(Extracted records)
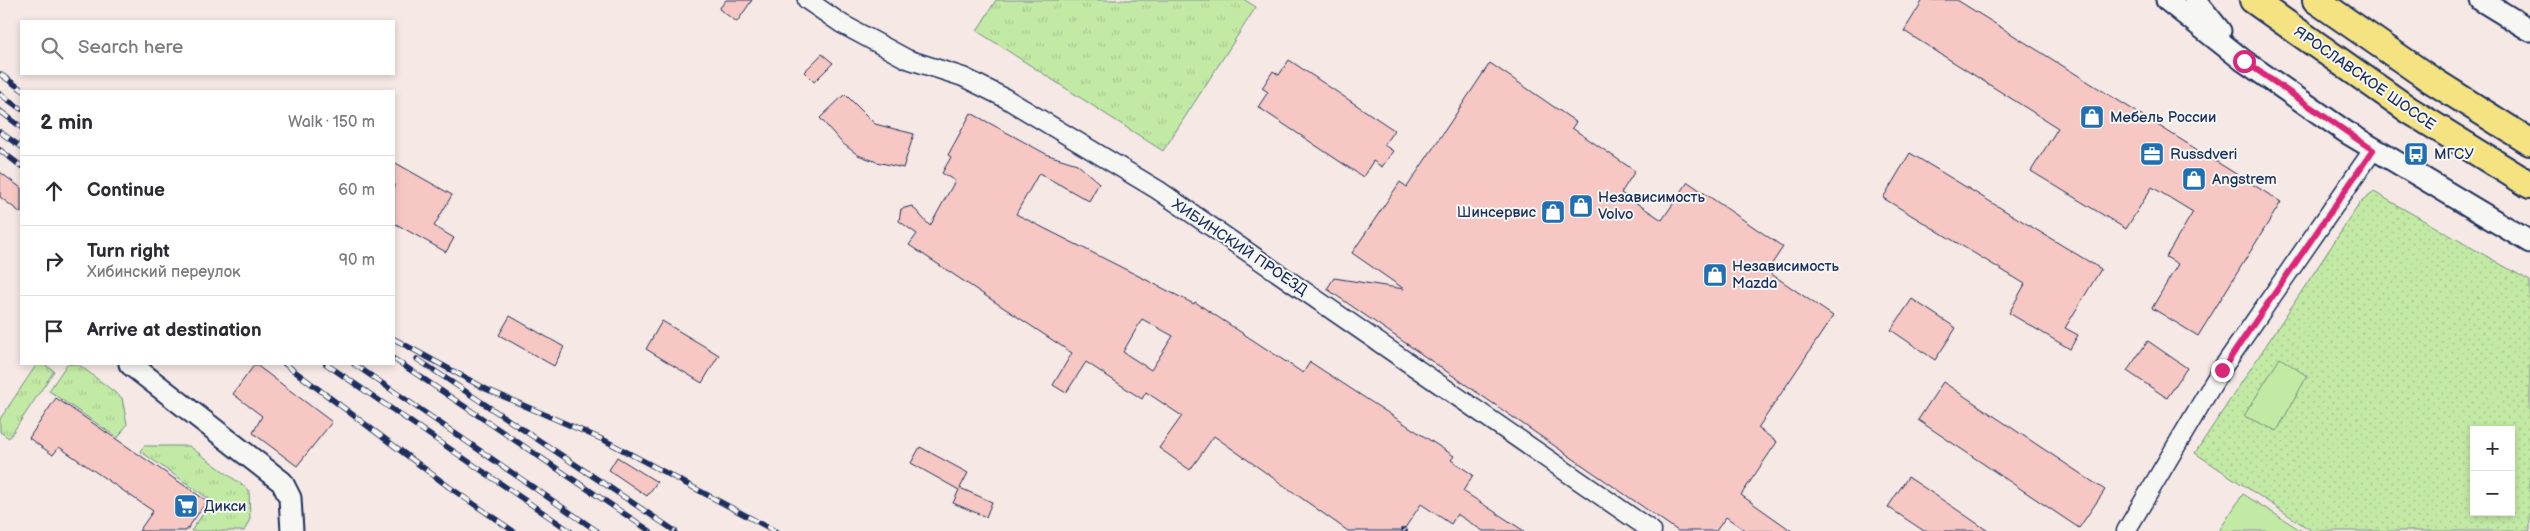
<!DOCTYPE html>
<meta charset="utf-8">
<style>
:root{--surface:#fff;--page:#f2f2f3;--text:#2b2b33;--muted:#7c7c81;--line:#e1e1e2}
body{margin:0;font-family:"Balsamiq Sans",sans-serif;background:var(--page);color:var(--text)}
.controls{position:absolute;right:15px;bottom:15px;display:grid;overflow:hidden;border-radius:0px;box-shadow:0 2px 8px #0003}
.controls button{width:45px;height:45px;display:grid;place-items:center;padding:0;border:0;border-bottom:1px solid var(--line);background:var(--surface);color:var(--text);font:25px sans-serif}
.stop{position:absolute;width:15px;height:15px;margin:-11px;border:4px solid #db2777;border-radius:50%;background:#fff}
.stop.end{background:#db2777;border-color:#fff;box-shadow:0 1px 5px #0008}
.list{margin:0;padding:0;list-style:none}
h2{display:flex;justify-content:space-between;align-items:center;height:65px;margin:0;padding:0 20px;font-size:21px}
h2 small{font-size:16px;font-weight:400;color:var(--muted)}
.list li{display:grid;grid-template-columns:32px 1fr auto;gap:15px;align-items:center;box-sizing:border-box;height:70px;padding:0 20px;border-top:1px solid var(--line)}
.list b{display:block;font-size:19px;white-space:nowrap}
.list p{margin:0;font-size:16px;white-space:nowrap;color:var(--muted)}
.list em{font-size:16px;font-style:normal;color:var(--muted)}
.icon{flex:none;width:28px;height:28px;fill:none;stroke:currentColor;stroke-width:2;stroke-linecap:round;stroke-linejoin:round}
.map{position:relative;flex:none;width:2530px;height:531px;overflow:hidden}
.search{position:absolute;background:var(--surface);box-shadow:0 2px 8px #0003;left:20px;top:20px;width:375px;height:55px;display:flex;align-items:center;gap:12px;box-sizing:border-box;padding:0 18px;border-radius:0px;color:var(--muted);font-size:19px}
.panel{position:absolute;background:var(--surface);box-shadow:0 2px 8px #0003;left:20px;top:90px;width:375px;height:275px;border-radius:0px}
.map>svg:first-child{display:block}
.grass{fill:url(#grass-tufts);stroke:#6f8c82}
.park{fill:url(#park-dots);stroke:#6f8c82;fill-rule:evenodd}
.pitch{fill:#c3eaa5;stroke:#6f8c82}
.building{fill:#f7c7c3;stroke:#1b2f5e;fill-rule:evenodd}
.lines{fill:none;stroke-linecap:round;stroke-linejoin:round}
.minor-casing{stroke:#1b2f5e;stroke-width:21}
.tertiary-casing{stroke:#1b2f5e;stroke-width:25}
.primary-casing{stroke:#1b2f5e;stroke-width:30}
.minor{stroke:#f6f6f2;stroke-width:18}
.tertiary{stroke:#f6f6f2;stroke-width:21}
.primary{stroke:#f5e382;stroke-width:26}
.rail-casing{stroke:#1b2f5e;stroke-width:5.5}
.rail{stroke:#f6f6f2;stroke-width:4;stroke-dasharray:11;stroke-linecap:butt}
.route{stroke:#db2777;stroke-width:6}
.labels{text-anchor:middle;stroke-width:4;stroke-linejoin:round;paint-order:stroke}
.street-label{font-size:15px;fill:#1b2f5e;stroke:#f6f6f2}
.poi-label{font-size:15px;fill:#1b2f5e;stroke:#f6f6f2;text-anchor:start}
</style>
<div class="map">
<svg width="2530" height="531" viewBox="0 0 2530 531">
<defs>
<pattern id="grass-tufts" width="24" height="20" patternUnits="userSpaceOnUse" patternTransform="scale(1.25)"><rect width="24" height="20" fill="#c3eaa5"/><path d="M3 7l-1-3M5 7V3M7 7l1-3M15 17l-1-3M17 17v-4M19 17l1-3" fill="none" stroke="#a7c990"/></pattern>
<pattern id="park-dots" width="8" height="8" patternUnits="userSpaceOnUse" patternTransform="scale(1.25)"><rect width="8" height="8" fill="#c3eaa5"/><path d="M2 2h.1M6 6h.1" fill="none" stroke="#a7c990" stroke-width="1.8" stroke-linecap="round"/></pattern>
</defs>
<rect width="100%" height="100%" fill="#f6e8e4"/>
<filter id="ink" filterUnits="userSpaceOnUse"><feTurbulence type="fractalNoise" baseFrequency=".02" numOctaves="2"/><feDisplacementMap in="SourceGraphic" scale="10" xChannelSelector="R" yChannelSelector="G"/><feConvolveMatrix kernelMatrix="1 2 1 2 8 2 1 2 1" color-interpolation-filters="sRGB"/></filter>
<g filter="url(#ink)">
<g class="grass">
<path d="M996,0H1245L1256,7L1163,151L977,31Z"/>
<path d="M37,364H44L54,371L9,438L0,432V419Z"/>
<path d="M67,364H78L122,398L127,424L118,438L49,391Z"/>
<path d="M144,446H189L249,490L250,519L244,531H191L212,501L140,451Z"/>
</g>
<path class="park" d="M2374,192L2530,281V531H2312L2195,453L2360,203ZM2474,430H2511V512H2474Z"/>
<g class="pitch">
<path d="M2280,358L2307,376L2277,431L2244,416Z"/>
<path d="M2243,494L2302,531H2219Z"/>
</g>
<g class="building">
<path d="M726,0H752L737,22L719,9Z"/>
<path d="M1923,0H1957L2281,202L2198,336L2152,308L2178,264L2166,257L2193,212L2152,187L2126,229L2031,171L2058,128L1904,31Z"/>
<path d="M822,54L833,63L814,82L804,72Z"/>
<path d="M1289,60L1394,130L1384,145L1393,151L1382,167L1373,161L1363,177L1258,107L1268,92L1262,88L1273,71L1279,75Z"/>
<path d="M1490,63L1576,122L1572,128L1635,171L1621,193L1662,220L1688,182L1783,247L1767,271L1833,316L1758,428L1777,442L1741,495L1792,531H1746L1726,517L1716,531H1678L1327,289L1334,278L1404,289L1352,253L1400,182L1407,187Z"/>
<path d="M845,94L875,124L914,134L903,168L877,162L858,155L842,143L820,118Z"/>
<path d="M971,113L1048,155L1077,164L1099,183L1089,201L1039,173L1016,214L1194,304L1195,302L1303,373L1310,362L1454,456L1451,460L1473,475L1463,491L1524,531H1483L1457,514L1451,524L1421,504L1403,531H1348L1214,436L1190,470L1159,448L1182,416L1146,392L1142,399L1086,362L1066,393L1053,385L1072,353L909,245L917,234L899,221L901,209L912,206L930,226L955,181L942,173L951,157L948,155ZM1142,319L1173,336L1151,370L1123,352Z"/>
<path d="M1910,153L2101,269L2065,328L2078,335L2070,349L2009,313L2025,284L1883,198Z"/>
<path d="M394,162L452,195L434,226L454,238L446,252L394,223Z"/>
<path d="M0,172L21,188V213L0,197Z"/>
<path d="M1912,299L1956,328L1935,360L1891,330Z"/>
<path d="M510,316L564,347L554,366L499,335Z"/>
<path d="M662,321L719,355L702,383L646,349Z"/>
<path d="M2148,341L2187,368L2167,398L2127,371Z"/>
<path d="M255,364L332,422L297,466L253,433L262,416L233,394Z"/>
<path d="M1943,382L2105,490L2079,528L1918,420Z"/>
<path d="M56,398L207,501L186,531H139L153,511L59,447L53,455L29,438Z"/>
<path d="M920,447L968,473L960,488L992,502L986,517L953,503L959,490L911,463Z"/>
<path d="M617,457L657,482L647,496L609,470Z"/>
<path d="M1908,477L1959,511L1988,531H1924L1888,507Z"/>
</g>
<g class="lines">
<defs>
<g id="minor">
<path d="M807,0L842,24L907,59L963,77L1005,98L1158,190L1652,531"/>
<path d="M2126,531L2221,370L2373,150"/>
</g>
<g id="tertiary">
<path d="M2167,0L2244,61L2346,132L2530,242"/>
<path d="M2195,0L2220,31"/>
<path d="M2481,0L2530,30"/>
<path d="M130,364L282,482L290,498L292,531"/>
</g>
<g id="primary">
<path d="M2253,0L2409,110L2530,185"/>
<path d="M2316,0L2430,79L2530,142"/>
</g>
</defs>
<use href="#minor" class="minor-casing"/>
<use href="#tertiary" class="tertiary-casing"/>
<use href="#primary" class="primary-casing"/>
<use href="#minor" class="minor"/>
<use href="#tertiary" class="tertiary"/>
<use href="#primary" class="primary"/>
<defs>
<g id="rail">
<path d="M0,74L24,91"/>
<path d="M0,94L21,109"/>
<path d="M0,111L21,127"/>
<path d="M0,132L21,147"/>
<path d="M0,150L21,166"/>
<path d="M394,339L486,389L606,441L775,531"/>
<path d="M394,359L650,531"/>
<path d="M417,359L675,531"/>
<path d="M285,364L449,487L513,531"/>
<path d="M326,364L570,531"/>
<path d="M354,364L597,531"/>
<path d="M1404,530L1405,531"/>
</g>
</defs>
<use href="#rail" class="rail-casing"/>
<use href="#rail" class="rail"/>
</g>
</g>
<g class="lines" filter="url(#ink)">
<path class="route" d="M2222,370L2373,150L2244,61"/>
</g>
<defs>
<symbol id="shop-square" viewBox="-11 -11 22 22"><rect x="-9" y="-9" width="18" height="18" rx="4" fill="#1f6fb2" stroke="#f6f6f2"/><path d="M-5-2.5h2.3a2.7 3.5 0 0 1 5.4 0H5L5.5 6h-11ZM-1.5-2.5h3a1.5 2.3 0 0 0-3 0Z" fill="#fff"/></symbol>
<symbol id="office-square" viewBox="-11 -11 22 22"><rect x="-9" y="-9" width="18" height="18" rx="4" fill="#1f6fb2" stroke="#f6f6f2"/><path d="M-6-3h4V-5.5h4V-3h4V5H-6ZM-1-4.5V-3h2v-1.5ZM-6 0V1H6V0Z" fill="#fff"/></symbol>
<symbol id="bus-square" viewBox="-11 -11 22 22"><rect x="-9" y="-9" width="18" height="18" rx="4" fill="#1f6fb2" stroke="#f6f6f2"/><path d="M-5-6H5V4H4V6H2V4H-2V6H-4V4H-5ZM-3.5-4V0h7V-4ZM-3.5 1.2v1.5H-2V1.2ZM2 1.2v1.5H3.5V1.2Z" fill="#fff"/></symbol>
<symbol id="supermarket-square" viewBox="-11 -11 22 22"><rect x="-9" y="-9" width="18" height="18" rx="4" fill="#1f6fb2" stroke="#f6f6f2"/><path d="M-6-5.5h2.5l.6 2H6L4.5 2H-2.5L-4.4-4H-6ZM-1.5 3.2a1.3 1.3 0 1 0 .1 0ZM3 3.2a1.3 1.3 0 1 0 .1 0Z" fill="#fff"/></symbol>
</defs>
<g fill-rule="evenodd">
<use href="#shop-square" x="2078" y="103" width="28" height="28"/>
<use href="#office-square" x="2138" y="140" width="28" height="28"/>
<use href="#bus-square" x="2402" y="140" width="28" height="28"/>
<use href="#shop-square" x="2180" y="165" width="28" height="28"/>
<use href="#shop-square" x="1567" y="192" width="28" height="28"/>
<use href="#shop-square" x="1539" y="198" width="28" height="28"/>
<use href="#shop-square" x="1701" y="261" width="28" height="28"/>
<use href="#supermarket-square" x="172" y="492" width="28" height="28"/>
</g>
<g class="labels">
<g class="street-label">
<text transform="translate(2365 78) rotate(35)" y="5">ЯРОСЛАВСКОЕ ШОССЕ</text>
<text transform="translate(1240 247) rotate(34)" y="5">ХИБИНСКИЙ ПРОЕЗД</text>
</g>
<g class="poi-label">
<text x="2110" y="122">Мебель России</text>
<text x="2170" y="159">Russdveri</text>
<text x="2434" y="159">МГСУ</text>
<text x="2212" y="184">Angstrem</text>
<text x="1598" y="202">Независимость<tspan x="1598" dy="17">Volvo</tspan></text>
<text x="1536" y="217" text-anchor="end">Шинсервис</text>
<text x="1732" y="271">Независимость<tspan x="1732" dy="17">Mazda</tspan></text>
<text x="204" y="511">Дикси</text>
</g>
</g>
</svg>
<div class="controls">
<button>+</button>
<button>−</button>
</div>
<div class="stop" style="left:2244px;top:61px"></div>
<div class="stop end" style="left:2222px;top:370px"></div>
<div class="search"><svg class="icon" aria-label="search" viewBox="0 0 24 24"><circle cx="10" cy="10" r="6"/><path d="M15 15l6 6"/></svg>Search here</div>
<section class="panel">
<h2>2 min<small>Walk · 150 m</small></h2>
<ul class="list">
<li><svg class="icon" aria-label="ahead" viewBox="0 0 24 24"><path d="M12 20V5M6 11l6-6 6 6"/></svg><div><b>Continue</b></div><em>60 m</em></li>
<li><svg class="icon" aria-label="right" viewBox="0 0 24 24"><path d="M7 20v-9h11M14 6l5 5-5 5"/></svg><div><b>Turn right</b><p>Хибинский переулок</p></div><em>90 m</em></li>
<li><svg class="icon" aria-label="arrive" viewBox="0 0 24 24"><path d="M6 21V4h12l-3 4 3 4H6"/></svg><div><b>Arrive at destination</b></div></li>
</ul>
</section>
</div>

- WHAT TO PRODUCE
Every line with "white" in it should be copied from the entries above.

- RESULT OF THIS EXERCISE
.list b{display:block;font-size:19px;white-space:nowrap}
.list p{margin:0;font-size:16px;white-space:nowrap;color:var(--muted)}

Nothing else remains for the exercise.